=== RECORD SET ===
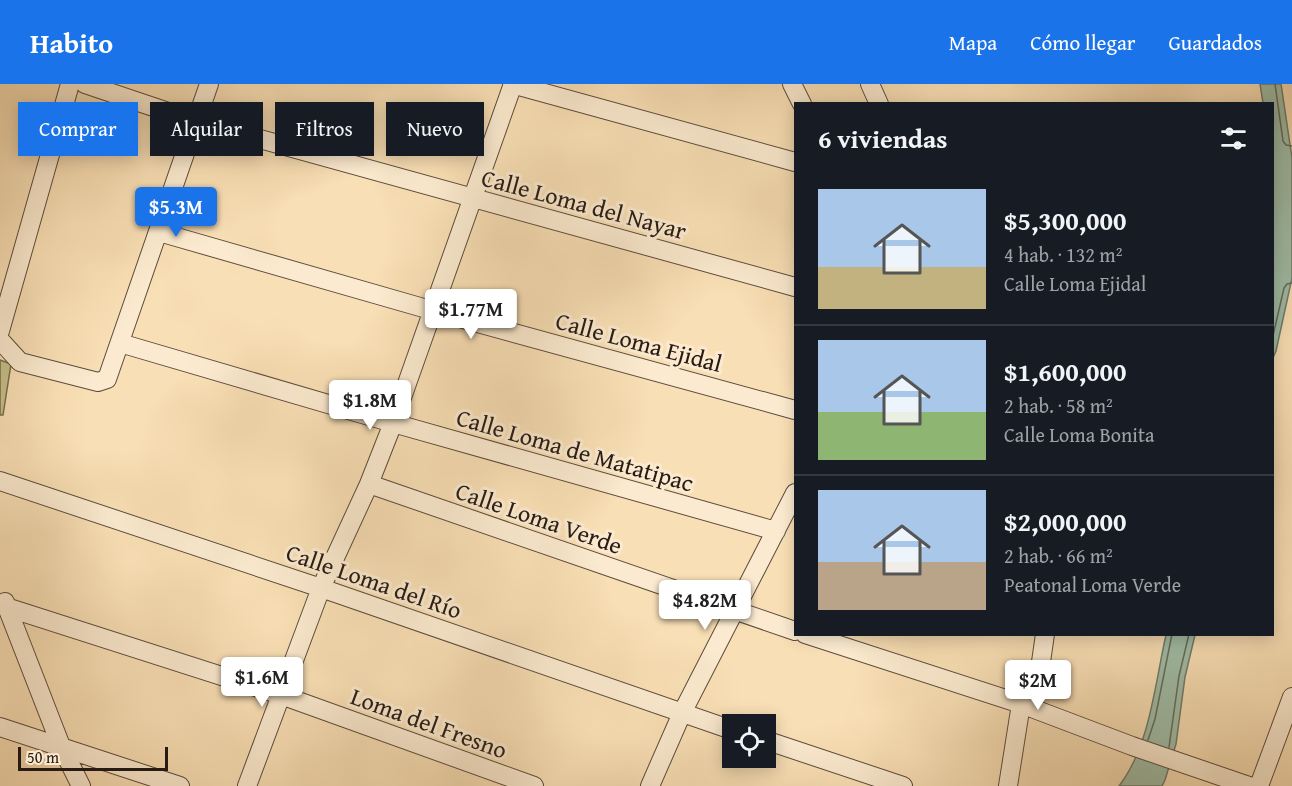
<!DOCTYPE html>
<html lang="es">
<head>
<meta charset="utf-8">
<style>
  :root { --surface:#171b24; --page:#242831; --text:#f1f3f6; --muted:#9ea1a6; --line:#363941; --accent:#1a73e8 }
  body { margin:0; font-family:"Gentium Book Plus",serif; background:var(--page); color:var(--text); height:100vh; display:flex; flex-direction:column; font-size:22px; white-space:nowrap }
  * { box-sizing:border-box; margin:0 }
  p { font-size:20px; color:var(--muted) }
  .icon { flex:none; width:33px; height:33px; fill:none; stroke:currentColor; stroke-width:2; stroke-linecap:round; stroke-linejoin:round }
  .map { position:relative; flex:1; overflow:hidden }
  .details { position:absolute; left:794px; top:18px; width:480px; height:534px; display:flex; flex-direction:column; background:var(--surface); border-radius:0px; box-shadow:0 3px 15px #0003 }
  .details>* { flex:none }
  .hud { position:absolute; left:18px; top:18px; width:570px; height:54px; display:flex; gap:12px }
  .tools { position:absolute; left:722px; top:630px; display:grid; gap:12px }
  .tools a { display:grid; place-items:center; width:54px; height:54px; border-radius:0px; background:var(--surface); box-shadow:0 3px 15px #0003; font-size:30px }
  .scale { position:absolute; left:18px; bottom:15px; width:150px; box-sizing:border-box; padding-left:6px; border:3px solid #271b14; border-top:0; font-size:16px; line-height:21px; white-space:nowrap; color:#271b14; -webkit-text-stroke:4px #fbeacf; paint-order:stroke }
  .price { position:absolute; translate:-50% -51px; padding:0 14px; border-radius:6px; background:#fff; color:#222; font-size:20px; line-height:39px; filter:drop-shadow(0 2px 3px #0008) }
  .price::after { content:''; position:absolute; left:50%; top:36px; width:18px; height:14px; margin-left:-9px; background:inherit; clip-path:polygon(0 0,100% 0,50% 100%) }
  .price.current { background:var(--accent); color:#fff }
  ul { padding:0; list-style:none }
  li { display:flex; align-items:center; gap:18px; height:150px; padding:0 24px }
  li+li { border-top:2px solid var(--line) }
  li span { display:grid; place-items:center; flex:none; width:168px; height:120px; border-radius:0px; color:#555 }
  li>.icon { margin-inline-start:auto }
  span .icon { width:72px; height:72px; fill:#fffc; stroke-width:1 }
  li b { font-size:26px }
  h2 { display:flex; justify-content:space-between; align-items:center; height:72px; padding:0 24px; font-size:26px }
  .tag { padding:0 21px; border-radius:0px; background:var(--surface); box-shadow:0 3px 15px #0003; font-size:21px; line-height:54px }
  .tag.current { background:var(--accent); color:#fff }
  header { display:flex; align-items:center; gap:36px; box-sizing:border-box; height:84px; padding:0 30px; background:var(--accent); color:#fff }
  header strong { font-size:28px }
  nav { display:flex; gap:33px; margin-inline-start:auto; font-size:21px }
  .map>svg:first-child { display:block }
  .green { fill:#c5c088; stroke:#766e4e; stroke-width:1.5 }
  .water { fill:#9fbda7; stroke:#6f7c6c; stroke-width:1.5 }
  .lines { fill:none; stroke-linecap:round; stroke-linejoin:round }
  .shore { stroke:#636c5e; stroke-width:1.5 }
  .street-casing { stroke:#5c4c3c; stroke-width:20 }
  .street { stroke:#fbeacf; stroke-width:18 }
  .labels { text-anchor:middle; dominant-baseline:central; stroke-width:6; stroke-linejoin:round; paint-order:stroke }
  .street-label { font-size:24px; fill:#271b14; stroke:#fbeacf }
</style>
</head>
<body>
<header>
<strong>Habito</strong>
<nav><a>Mapa</a><a>Cómo llegar</a><a>Guardados</a></nav>
</header>
<div class="map">
<svg width="1292" height="702" viewBox="0 0 1292 702">
  <rect width="100%" height="100%" fill="#f9dfb5"/>
  <filter id="stains"><feTurbulence type="fractalNoise" baseFrequency=".00333" numOctaves="4"/><feColorMatrix values="0 0 0 0 .2 0 0 0 0 .09 0 0 0 0 .02 0 0 0 .5 -.17"/></filter>
  <radialGradient id="worn" r=".72"><stop offset=".6" stop-color="#630" stop-opacity="0"/><stop offset="1" stop-color="#630" stop-opacity=".3"/></radialGradient>
  <path class="green" d="M0,276L11,280L3,331H0Z"/>
  <path class="water" d="M1260,0H1281L1292,74V194L1276,267L1272,276V20L1263,19Z
    M1166,551H1195L1185,593L1176,660L1165,696L1162,702H1119C1150,662 1155,599 1166,551Z"/>
  <g class="lines">
    <path class="shore" d="M1275,0L1283,57L1286,61L1292,62
      M1272,256L1284,204L1287,200L1292,199
      M1148,656L1155,635L1172,550
      M1169,663L1179,592L1189,550"/>
    <g class="street-casing">
      <path id="street" d="M85,0L195,37L795,203
        M512,0L795,78
        M792,0L802,20
        M870,0L879,20
        M159,148L434,227L795,326
        M0,247L70,0
        M0,256L20,278L98,298L107,295L209,0
        M120,259L393,339L776,447
        M0,397L321,504L732,646
        M369,400L795,547
        M5,518L61,662L81,702
        M0,521L281,611L534,702
        M805,550L1021,620L1132,662L1249,702
        M0,643L180,702
        M765,656L903,702
        M247,702L321,504L369,400L393,339L513,0
        M650,702L682,629L795,409
        M1008,702L1021,620L1041,578L1045,550
        M1259,702L1292,613"/>
    </g>
    <use href="#street" class="street"/>
  </g>
  <g class="labels">
    <g class="street-label">
      <text transform="translate(584 120) rotate(15)">Calle Loma del Nayar</text>
      <text transform="translate(639 258) rotate(15)">Calle Loma Ejidal</text>
      <text transform="translate(575 366) rotate(16)">Calle Loma de Matatipac</text>
      <text transform="translate(539 434) rotate(19)">Calle Loma Verde</text>
      <text transform="translate(374 497) rotate(19)">Calle Loma del Río</text>
      <text transform="translate(429 639) rotate(20)">Loma del Fresno</text>
    </g>
  </g>
  <rect width="100%" height="100%" filter="url(#stains)"/>
  <rect width="100%" height="100%" fill="url(#worn)"/>
</svg>
<div class="tools">
<a><svg class="icon" aria-label="locate" viewBox="0 0 24 24"><circle cx="12" cy="12" r="6"/><path d="M12 2v4M12 18v4M2 12h4M18 12h4"/></svg></a>
</div>
<div class="scale">50 m</div>
<b class="price current" style="left:176px;top:154px">$5.3M</b>
<b class="price" style="left:471px;top:256px">$1.77M</b>
<b class="price" style="left:370px;top:347px">$1.8M</b>
<b class="price" style="left:705px;top:547px">$4.82M</b>
<b class="price" style="left:262px;top:624px">$1.6M</b>
<b class="price" style="left:1038px;top:627px">$2M</b>
<div class="hud">
<a class="tag current">Comprar</a>
<a class="tag">Alquilar</a>
<a class="tag">Filtros</a>
<a class="tag">Nuevo</a>
</div>
<section class="details">
<h2>6 viviendas<svg class="icon" aria-label="filters" viewBox="0 0 24 24"><path d="M4 7h16M4 17h16"/><circle cx="9" cy="7" r="2"/><circle cx="15" cy="17" r="2"/></svg></h2>
<ul>
<li><span style="background:linear-gradient(#a9c7e8 65%,#c2b280 0)"><svg class="icon" aria-label="home" viewBox="0 0 24 24"><path d="M3 11l9-7 9 7M6 9v11h12V9"/></svg></span><div><b>$5,300,000</b><p>4 hab. · 132 m²</p><p>Calle Loma Ejidal</p></div></li>
<li><span style="background:linear-gradient(#a9c7e8 60%,#8fb573 0)"><svg class="icon" aria-label="home" viewBox="0 0 24 24"><path d="M3 11l9-7 9 7M6 9v11h12V9"/></svg></span><div><b>$1,600,000</b><p>2 hab. · 58 m²</p><p>Calle Loma Bonita</p></div></li>
<li><span style="background:linear-gradient(#a9c7e8 60%,#b9a48a 0)"><svg class="icon" aria-label="home" viewBox="0 0 24 24"><path d="M3 11l9-7 9 7M6 9v11h12V9"/></svg></span><div><b>$2,000,000</b><p>2 hab. · 66 m²</p><p>Peatonal Loma Verde</p></div></li>
</ul>
</section>
</div>
</body>
</html>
===
*WHAT TO WORK ON*
The reply should hold the lines from the top of the records through the line containing "position:absolute; left:722px; top:630px;", reproduced exactly, and no pictures.

*YOUR SOLUTION*
<!DOCTYPE html>
<html lang="es">
<head>
<meta charset="utf-8">
<style>
  :root { --surface:#171b24; --page:#242831; --text:#f1f3f6; --muted:#9ea1a6; --line:#363941; --accent:#1a73e8 }
  body { margin:0; font-family:"Gentium Book Plus",serif; background:var(--page); color:var(--text); height:100vh; display:flex; flex-direction:column; font-size:22px; white-space:nowrap }
  * { box-sizing:border-box; margin:0 }
  p { font-size:20px; color:var(--muted) }
  .icon { flex:none; width:33px; height:33px; fill:none; stroke:currentColor; stroke-width:2; stroke-linecap:round; stroke-linejoin:round }
  .map { position:relative; flex:1; overflow:hidden }
  .details { position:absolute; left:794px; top:18px; width:480px; height:534px; display:flex; flex-direction:column; background:var(--surface); border-radius:0px; box-shadow:0 3px 15px #0003 }
  .details>* { flex:none }
  .hud { position:absolute; left:18px; top:18px; width:570px; height:54px; display:flex; gap:12px }
  .tools { position:absolute; left:722px; top:630px; display:grid; gap:12px }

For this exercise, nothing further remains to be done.